***** Records to process

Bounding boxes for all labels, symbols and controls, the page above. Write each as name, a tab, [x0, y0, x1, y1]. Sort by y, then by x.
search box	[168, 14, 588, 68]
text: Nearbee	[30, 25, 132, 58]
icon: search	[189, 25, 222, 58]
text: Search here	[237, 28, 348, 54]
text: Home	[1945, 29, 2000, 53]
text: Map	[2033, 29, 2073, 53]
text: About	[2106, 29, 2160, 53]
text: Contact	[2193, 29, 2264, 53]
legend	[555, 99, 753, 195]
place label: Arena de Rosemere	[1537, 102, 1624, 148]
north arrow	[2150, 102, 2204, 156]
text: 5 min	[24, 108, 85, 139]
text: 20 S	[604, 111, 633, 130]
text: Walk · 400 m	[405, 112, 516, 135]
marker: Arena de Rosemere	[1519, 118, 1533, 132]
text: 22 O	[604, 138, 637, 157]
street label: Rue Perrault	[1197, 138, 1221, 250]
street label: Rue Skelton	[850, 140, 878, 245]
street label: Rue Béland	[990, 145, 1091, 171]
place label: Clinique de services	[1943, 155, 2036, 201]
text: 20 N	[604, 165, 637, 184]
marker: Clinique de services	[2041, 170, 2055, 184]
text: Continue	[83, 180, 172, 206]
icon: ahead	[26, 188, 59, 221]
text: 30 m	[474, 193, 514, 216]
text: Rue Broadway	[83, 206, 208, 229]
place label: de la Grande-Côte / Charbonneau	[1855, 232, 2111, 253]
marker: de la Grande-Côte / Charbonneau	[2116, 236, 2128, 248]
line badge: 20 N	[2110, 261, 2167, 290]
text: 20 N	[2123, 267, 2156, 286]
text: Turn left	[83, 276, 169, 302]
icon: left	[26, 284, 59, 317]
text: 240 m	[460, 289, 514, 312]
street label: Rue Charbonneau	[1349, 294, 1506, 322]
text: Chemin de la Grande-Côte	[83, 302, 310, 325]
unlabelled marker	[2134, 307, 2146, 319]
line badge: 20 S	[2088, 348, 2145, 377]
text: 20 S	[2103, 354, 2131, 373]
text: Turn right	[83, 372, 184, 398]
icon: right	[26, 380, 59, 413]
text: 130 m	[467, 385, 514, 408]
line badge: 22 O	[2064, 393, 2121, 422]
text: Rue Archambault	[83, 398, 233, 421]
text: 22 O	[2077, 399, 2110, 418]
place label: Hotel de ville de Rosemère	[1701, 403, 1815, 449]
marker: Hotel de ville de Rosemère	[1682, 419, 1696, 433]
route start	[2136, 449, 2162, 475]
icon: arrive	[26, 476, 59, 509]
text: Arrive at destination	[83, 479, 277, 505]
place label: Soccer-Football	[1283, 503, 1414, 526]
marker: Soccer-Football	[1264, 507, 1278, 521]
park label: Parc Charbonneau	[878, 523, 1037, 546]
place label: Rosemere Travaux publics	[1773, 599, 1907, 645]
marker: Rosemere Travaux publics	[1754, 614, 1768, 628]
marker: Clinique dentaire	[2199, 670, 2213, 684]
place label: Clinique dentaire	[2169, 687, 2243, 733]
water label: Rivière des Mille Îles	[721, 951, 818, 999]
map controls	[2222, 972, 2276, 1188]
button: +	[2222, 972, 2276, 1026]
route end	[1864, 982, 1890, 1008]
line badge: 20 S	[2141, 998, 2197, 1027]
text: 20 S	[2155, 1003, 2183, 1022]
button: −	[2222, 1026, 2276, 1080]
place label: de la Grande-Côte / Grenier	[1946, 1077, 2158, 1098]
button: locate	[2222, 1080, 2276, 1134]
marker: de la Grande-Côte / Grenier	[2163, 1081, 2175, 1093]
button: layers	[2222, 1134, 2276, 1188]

**********

#### Your instructions
Whenever the word "Hotel" appears in a line above, copy that line.

#### Your solution
place label: Hotel de ville de Rosemère	[1701, 403, 1815, 449]
marker: Hotel de ville de Rosemère	[1682, 419, 1696, 433]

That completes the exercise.